═══ EXERCISE MATERIAL ═══

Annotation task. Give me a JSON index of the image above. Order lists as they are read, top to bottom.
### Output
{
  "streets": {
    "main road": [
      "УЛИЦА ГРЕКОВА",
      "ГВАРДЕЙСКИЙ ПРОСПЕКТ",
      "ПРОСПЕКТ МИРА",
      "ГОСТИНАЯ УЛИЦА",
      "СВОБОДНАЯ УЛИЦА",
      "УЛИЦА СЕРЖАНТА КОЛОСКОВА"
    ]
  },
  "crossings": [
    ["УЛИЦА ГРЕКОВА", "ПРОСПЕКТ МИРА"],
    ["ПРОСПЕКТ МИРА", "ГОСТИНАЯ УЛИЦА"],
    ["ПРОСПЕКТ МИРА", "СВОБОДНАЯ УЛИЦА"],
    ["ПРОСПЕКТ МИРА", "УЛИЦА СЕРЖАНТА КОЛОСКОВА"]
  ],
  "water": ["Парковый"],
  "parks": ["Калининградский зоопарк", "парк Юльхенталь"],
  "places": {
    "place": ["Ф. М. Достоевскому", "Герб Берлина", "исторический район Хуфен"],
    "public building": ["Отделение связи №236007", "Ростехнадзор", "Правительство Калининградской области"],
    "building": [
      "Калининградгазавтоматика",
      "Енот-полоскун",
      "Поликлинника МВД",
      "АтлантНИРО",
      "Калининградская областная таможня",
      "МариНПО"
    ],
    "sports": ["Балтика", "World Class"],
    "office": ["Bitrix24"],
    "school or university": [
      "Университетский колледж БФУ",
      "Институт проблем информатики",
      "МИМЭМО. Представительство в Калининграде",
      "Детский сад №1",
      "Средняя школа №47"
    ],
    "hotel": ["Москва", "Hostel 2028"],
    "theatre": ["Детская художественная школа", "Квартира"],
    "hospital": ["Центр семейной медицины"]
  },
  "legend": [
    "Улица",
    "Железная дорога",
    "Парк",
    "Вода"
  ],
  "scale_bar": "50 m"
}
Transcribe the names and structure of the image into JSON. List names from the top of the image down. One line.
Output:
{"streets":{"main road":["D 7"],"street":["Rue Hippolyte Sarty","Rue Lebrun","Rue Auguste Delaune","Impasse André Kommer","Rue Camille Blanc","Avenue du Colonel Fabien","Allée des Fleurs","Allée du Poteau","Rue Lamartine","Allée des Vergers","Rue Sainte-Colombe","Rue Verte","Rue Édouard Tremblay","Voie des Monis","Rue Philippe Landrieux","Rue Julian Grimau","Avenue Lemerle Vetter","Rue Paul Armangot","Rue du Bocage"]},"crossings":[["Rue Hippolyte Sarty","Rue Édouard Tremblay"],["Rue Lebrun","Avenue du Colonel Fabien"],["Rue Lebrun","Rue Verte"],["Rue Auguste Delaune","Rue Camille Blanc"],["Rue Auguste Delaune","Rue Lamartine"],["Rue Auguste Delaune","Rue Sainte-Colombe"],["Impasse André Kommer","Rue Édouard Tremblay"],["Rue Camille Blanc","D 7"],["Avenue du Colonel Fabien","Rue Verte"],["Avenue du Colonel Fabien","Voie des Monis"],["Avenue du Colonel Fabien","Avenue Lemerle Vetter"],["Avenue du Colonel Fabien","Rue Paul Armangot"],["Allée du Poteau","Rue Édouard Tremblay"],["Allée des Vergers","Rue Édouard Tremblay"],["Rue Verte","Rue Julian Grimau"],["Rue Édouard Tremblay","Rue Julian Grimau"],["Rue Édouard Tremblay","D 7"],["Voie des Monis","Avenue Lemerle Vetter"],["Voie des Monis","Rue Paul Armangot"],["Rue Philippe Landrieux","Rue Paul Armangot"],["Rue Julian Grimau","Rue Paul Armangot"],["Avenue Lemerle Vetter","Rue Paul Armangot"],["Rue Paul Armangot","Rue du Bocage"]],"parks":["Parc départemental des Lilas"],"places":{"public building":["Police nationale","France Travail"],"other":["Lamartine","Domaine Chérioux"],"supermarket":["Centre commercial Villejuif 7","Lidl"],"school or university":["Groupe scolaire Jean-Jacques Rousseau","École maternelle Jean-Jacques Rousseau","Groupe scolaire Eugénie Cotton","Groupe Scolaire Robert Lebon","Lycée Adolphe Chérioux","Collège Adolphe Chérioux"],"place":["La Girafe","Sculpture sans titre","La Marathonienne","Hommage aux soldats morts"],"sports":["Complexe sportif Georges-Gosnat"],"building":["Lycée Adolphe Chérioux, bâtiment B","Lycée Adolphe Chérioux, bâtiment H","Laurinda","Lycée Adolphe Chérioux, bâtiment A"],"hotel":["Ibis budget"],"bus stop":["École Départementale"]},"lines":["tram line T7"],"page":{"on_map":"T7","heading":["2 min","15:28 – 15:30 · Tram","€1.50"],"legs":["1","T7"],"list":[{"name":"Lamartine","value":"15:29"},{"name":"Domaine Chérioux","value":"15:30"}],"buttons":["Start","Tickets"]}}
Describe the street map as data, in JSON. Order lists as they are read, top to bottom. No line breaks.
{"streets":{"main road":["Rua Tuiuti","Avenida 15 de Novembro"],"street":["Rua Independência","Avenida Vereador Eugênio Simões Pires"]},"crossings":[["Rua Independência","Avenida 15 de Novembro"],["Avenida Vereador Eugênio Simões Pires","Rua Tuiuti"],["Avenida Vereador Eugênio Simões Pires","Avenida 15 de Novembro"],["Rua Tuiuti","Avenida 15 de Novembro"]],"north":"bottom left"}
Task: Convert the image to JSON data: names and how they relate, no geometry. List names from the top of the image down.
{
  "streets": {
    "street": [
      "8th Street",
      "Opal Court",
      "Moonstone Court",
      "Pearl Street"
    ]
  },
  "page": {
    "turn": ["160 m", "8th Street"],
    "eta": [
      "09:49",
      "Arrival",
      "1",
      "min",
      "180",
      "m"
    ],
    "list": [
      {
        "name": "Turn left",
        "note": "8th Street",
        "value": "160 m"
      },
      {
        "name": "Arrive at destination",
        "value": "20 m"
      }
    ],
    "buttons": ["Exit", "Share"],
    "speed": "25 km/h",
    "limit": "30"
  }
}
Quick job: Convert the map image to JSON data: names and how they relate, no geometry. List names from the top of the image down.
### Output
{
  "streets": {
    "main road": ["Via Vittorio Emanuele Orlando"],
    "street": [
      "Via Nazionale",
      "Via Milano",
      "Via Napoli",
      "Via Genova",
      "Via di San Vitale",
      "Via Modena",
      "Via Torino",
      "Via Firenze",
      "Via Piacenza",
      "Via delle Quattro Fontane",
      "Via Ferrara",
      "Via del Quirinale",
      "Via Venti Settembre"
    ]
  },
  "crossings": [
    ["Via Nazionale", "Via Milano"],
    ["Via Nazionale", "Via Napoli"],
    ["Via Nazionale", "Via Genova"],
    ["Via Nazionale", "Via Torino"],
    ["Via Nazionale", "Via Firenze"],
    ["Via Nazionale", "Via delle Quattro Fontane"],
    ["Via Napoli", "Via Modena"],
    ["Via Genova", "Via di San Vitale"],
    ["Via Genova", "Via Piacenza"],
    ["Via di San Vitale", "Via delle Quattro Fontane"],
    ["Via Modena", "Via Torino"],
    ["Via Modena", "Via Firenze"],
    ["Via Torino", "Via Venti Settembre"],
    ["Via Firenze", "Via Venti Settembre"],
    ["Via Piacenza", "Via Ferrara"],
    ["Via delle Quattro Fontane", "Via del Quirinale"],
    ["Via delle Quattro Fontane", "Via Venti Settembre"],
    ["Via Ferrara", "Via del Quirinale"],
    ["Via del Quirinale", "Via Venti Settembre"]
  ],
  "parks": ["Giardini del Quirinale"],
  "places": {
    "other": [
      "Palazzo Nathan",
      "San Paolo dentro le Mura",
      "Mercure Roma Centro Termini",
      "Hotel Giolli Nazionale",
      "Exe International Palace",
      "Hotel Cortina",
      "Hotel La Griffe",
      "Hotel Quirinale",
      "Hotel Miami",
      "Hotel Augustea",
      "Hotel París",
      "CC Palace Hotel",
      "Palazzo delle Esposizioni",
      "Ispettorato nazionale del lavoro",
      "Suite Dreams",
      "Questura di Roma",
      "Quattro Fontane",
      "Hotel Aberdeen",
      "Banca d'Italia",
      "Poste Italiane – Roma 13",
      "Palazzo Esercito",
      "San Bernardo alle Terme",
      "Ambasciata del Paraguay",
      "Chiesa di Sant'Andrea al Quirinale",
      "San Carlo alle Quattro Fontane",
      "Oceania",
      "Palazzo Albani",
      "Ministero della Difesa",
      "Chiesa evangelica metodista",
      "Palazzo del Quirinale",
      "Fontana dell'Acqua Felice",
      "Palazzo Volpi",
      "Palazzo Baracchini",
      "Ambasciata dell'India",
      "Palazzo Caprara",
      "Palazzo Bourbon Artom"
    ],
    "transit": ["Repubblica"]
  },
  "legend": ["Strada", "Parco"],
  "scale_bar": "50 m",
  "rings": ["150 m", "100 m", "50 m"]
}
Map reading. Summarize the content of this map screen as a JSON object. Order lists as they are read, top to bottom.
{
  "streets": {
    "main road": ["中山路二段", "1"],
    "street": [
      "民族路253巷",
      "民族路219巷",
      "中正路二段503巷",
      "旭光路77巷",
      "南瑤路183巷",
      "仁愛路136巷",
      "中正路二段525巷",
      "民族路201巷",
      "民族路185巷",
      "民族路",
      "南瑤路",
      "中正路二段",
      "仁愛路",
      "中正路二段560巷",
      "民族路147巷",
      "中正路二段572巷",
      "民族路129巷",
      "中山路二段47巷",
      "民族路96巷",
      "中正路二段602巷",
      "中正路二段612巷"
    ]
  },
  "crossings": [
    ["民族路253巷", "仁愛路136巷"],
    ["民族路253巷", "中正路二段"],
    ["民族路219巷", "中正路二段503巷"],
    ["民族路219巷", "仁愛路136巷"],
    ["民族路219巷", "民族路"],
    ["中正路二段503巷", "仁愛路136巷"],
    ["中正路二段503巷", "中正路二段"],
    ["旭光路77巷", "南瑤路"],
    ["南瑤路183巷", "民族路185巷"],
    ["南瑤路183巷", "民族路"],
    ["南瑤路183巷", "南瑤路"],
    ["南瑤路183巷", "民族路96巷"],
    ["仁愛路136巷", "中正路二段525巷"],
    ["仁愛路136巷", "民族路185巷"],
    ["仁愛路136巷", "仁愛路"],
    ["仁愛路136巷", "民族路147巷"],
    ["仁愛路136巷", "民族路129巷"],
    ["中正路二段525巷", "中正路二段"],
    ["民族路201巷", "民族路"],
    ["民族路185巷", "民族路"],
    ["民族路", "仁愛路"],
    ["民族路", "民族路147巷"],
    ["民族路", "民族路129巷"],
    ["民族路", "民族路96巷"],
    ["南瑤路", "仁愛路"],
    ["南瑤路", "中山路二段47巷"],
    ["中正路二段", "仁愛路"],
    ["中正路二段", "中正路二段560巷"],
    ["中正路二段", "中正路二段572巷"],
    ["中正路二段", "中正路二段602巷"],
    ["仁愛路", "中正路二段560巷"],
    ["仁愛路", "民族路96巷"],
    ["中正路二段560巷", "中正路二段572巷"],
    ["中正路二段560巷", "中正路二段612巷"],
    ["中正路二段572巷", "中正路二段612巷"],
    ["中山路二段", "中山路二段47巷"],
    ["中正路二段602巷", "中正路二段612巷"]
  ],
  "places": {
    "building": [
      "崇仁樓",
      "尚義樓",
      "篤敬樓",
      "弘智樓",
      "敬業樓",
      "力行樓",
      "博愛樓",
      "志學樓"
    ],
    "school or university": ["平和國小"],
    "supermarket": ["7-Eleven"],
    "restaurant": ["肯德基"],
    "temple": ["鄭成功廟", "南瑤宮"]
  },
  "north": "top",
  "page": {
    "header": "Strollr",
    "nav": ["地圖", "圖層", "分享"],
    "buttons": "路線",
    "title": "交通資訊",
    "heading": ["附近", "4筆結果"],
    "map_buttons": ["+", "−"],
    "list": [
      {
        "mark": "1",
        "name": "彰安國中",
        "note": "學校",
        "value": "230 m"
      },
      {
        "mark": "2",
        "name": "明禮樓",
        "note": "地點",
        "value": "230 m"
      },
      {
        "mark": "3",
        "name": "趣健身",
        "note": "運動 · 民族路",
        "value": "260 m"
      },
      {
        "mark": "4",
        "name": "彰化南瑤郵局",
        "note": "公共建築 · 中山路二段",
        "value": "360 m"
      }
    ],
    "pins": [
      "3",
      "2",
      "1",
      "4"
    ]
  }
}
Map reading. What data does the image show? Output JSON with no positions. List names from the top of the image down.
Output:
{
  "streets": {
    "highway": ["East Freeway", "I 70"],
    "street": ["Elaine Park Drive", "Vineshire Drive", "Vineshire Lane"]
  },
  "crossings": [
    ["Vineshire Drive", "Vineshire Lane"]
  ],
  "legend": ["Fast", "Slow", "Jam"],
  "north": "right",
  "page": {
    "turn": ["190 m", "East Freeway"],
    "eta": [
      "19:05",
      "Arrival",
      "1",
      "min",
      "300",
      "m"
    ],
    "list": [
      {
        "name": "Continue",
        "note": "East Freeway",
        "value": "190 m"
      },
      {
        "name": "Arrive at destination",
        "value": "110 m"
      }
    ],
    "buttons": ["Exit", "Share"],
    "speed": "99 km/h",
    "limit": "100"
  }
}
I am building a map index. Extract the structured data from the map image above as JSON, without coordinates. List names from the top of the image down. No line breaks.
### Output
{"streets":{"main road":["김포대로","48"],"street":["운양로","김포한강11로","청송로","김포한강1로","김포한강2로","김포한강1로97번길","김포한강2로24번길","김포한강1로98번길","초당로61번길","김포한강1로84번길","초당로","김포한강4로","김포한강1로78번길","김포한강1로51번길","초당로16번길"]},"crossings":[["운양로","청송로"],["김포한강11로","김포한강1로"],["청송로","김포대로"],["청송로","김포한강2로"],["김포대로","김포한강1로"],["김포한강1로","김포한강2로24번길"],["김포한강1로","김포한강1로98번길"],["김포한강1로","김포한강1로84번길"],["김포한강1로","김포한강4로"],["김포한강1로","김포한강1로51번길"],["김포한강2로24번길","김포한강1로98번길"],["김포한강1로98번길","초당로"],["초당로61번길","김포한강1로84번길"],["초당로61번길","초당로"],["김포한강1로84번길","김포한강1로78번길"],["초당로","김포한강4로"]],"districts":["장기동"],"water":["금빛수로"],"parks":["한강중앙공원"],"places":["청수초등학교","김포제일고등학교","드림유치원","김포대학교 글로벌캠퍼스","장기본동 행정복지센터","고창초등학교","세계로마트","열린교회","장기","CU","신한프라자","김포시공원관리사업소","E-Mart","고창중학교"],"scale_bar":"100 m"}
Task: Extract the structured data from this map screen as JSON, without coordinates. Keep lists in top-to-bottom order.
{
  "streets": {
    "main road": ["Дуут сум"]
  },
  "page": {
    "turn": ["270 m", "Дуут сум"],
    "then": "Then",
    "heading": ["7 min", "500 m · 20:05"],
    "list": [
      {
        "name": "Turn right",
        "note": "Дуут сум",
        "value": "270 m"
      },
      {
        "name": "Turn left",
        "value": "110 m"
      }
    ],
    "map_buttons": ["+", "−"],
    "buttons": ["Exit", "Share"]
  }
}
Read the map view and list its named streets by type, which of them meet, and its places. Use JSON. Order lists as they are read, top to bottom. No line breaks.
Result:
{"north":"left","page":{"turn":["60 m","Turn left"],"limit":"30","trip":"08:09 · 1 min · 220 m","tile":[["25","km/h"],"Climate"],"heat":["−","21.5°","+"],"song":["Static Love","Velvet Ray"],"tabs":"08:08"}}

═══

**TASK:** Repeat the lines from the first one in the records through the line containing "Transcribe the names", exactly as written, and nothing else.

**ANSWER SPACE:**
Annotation task. Give me a JSON index of the image above. Order lists as they are read, top to bottom.
### Output
{
  "streets": {
    "main road": [
      "УЛИЦА ГРЕКОВА",
      "ГВАРДЕЙСКИЙ ПРОСПЕКТ",
      "ПРОСПЕКТ МИРА",
      "ГОСТИНАЯ УЛИЦА",
      "СВОБОДНАЯ УЛИЦА",
      "УЛИЦА СЕРЖАНТА КОЛОСКОВА"
    ]
  },
  "crossings": [
    ["УЛИЦА ГРЕКОВА", "ПРОСПЕКТ МИРА"],
    ["ПРОСПЕКТ МИРА", "ГОСТИНАЯ УЛИЦА"],
    ["ПРОСПЕКТ МИРА", "СВОБОДНАЯ УЛИЦА"],
    ["ПРОСПЕКТ МИРА", "УЛИЦА СЕРЖАНТА КОЛОСКОВА"]
  ],
  "water": ["Парковый"],
  "parks": ["Калининградский зоопарк", "парк Юльхенталь"],
  "places": {
    "place": ["Ф. М. Достоевскому", "Герб Берлина", "исторический район Хуфен"],
    "public building": ["Отделение связи №236007", "Ростехнадзор", "Правительство Калининградской области"],
    "building": [
      "Калининградгазавтоматика",
      "Енот-полоскун",
      "Поликлинника МВД",
      "АтлантНИРО",
      "Калининградская областная таможня",
      "МариНПО"
    ],
    "sports": ["Балтика", "World Class"],
    "office": ["Bitrix24"],
    "school or university": [
      "Университетский колледж БФУ",
      "Институт проблем информатики",
      "МИМЭМО. Представительство в Калининграде",
      "Детский сад №1",
      "Средняя школа №47"
    ],
    "hotel": ["Москва", "Hostel 2028"],
    "theatre": ["Детская художественная школа", "Квартира"],
    "hospital": ["Центр семейной медицины"]
  },
  "legend": [
    "Улица",
    "Железная дорога",
    "Парк",
    "Вода"
  ],
  "scale_bar": "50 m"
}
Transcribe the names and structure of the image into JSON. List names from the top of the image down. One line.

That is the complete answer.